— TASK PROMPT —
Select the lines of the records containing the word "content" and list them.

— DATA SHOWN —
□ □ □ □ □
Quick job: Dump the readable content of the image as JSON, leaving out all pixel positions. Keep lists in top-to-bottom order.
□ □ □ □ □
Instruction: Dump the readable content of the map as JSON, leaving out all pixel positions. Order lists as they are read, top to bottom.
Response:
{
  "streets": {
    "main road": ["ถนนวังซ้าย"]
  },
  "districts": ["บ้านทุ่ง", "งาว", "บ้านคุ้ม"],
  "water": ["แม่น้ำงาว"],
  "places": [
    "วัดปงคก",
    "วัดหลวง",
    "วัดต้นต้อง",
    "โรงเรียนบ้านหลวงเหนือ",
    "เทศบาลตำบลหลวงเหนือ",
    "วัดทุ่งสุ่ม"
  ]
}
□ □ □ □ □
— TASK RESULT —
Quick job: Dump the readable content of the image as JSON, leaving out all pixel positions. Keep lists in top-to-bottom order.
Instruction: Dump the readable content of the map as JSON, leaving out all pixel positions. Order lists as they are read, top to bottom.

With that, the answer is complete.